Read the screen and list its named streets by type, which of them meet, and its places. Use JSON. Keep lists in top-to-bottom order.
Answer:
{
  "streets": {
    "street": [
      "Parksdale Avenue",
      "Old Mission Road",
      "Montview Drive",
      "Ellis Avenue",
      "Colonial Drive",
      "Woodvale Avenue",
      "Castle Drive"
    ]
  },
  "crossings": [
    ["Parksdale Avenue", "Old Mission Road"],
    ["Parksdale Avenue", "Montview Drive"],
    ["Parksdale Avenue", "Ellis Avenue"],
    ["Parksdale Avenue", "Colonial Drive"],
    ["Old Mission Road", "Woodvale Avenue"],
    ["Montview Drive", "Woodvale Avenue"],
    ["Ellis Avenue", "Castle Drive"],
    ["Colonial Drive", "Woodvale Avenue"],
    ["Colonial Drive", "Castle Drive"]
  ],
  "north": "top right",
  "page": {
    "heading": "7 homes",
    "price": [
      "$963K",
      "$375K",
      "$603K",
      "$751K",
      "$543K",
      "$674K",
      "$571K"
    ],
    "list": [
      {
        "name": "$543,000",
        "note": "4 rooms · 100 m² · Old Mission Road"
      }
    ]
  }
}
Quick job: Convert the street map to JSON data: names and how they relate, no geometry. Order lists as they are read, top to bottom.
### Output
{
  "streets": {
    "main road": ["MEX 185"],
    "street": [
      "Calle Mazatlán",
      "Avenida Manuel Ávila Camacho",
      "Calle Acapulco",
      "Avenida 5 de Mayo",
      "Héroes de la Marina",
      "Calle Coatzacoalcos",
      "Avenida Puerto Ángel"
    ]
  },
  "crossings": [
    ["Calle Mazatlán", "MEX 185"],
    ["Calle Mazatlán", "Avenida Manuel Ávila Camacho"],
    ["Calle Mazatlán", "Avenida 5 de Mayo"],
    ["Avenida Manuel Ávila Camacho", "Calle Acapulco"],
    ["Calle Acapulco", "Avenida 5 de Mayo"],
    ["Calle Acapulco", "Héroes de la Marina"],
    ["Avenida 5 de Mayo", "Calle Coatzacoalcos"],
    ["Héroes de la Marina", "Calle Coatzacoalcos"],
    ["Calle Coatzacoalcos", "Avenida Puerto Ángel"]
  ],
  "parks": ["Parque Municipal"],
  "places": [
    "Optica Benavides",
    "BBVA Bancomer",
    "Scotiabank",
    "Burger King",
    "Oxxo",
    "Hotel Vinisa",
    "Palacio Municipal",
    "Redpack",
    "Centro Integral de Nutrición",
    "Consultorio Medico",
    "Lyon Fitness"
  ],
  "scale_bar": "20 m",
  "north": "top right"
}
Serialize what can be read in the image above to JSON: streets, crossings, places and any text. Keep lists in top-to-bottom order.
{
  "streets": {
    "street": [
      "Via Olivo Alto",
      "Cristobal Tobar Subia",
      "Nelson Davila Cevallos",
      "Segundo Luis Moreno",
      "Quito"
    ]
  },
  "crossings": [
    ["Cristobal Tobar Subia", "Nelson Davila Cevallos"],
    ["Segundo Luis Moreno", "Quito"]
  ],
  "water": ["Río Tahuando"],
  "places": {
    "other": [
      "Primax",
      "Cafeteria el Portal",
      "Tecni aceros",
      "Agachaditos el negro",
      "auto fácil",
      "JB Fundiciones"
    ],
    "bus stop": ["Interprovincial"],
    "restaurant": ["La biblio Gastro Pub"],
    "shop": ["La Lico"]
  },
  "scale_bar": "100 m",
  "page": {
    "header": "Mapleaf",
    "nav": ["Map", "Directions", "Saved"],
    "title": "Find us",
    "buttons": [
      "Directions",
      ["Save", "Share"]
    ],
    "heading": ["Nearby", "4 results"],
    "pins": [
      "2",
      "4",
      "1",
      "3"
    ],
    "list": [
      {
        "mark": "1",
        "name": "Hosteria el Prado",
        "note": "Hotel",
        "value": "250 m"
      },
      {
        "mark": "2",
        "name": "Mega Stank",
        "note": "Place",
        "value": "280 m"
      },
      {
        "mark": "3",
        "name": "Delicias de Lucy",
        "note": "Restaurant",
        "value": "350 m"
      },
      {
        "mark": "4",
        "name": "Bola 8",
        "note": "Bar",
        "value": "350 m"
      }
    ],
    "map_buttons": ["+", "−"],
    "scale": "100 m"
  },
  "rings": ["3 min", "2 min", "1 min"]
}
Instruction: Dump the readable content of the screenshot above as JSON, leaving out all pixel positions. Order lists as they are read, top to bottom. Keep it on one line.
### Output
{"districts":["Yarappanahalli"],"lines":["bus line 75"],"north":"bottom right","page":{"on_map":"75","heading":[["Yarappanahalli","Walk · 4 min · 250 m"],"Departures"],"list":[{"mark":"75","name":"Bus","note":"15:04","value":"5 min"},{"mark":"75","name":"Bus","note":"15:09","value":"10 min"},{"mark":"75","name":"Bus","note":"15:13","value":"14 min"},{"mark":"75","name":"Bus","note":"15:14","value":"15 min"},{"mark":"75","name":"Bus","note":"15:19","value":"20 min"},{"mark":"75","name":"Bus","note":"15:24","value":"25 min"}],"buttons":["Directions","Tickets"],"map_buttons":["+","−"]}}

+++

→ ASSIGNMENT:
Search the listing above for lines containing "Marina", and copy them.

→ REPLY TO THE EXERCISE:
      "Héroes de la Marina",
    ["Calle Acapulco", "Héroes de la Marina"],
    ["Héroes de la Marina", "Calle Coatzacoalcos"],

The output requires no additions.